Sempre em cima do acontecimento *Ecobcg*, parabéns!


----------



## actioman (11 Fev 2015 às 22:25)

De nível profissional!  

Muito bom Ecobcg! Mais um excelente trabalho de imagem neste evento à maneira! Pena que só apanhou um "cadinho" do Algarve! 

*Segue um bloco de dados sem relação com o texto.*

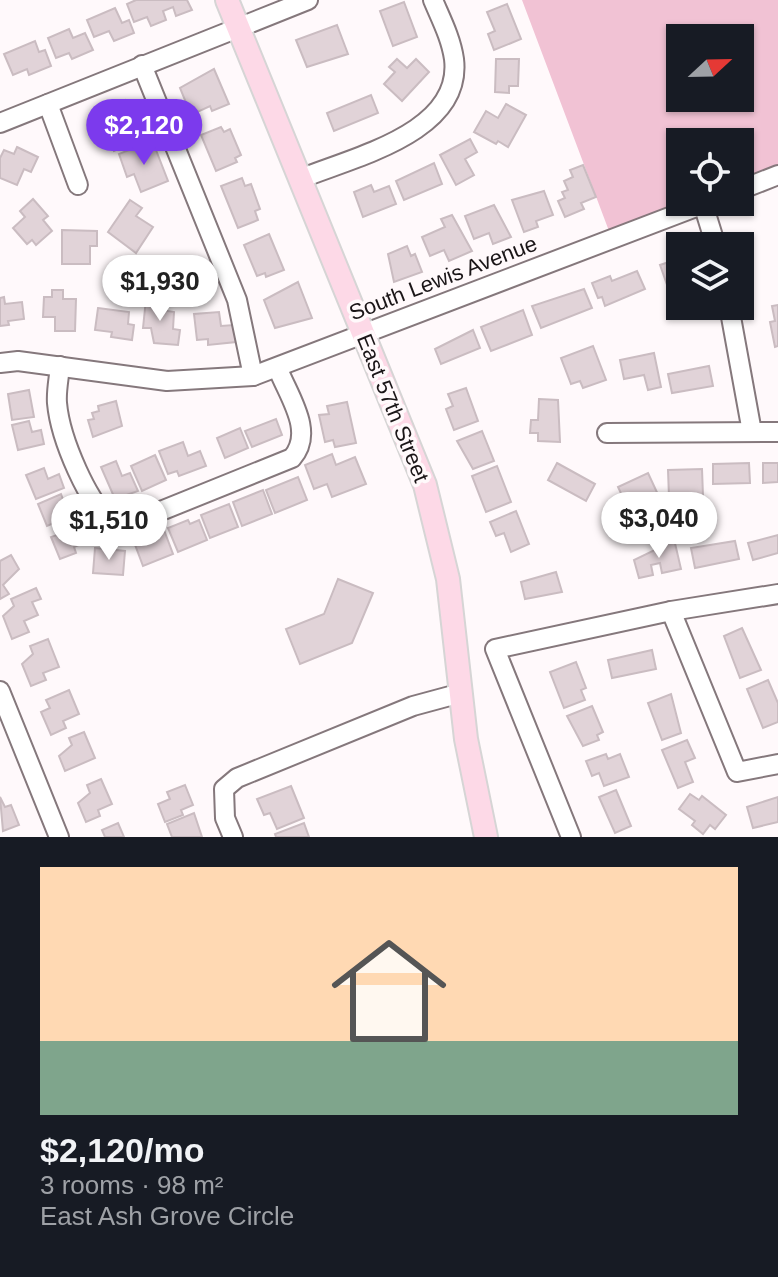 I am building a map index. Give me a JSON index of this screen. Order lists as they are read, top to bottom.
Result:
{
  "streets": {
    "main road": ["East 57th Street"],
    "street": ["South Lewis Avenue"]
  },
  "crossings": [
    ["South Lewis Avenue", "East 57th Street"]
  ],
  "north": "right",
  "page": {
    "price": [
      "$2,120",
      "$1,930",
      "$3,040",
      "$1,510"
    ],
    "list": [
      {
        "name": "$2,120/mo",
        "note": "3 rooms · 98 m² · East Ash Grove Circle"
      }
    ]
  }
}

E fiquei a conhecer mais uma expressão da meteorologia! "Whale's Mouth"! Sempre a aprender coisas novas! 

Obrigado!


----------



## StormRic (12 Fev 2015 às 02:29)

Épico!

Filmagem profissional assim como a edição e a música! Qual foi a câmara usada?


----------



## ecobcg (12 Fev 2015 às 10:38)

Obrigado a todos pelos comentários. 
Os céus colaboraram para uma cenário magnífico 
StormRic , usei uma Gopro para estas filmagens.


----------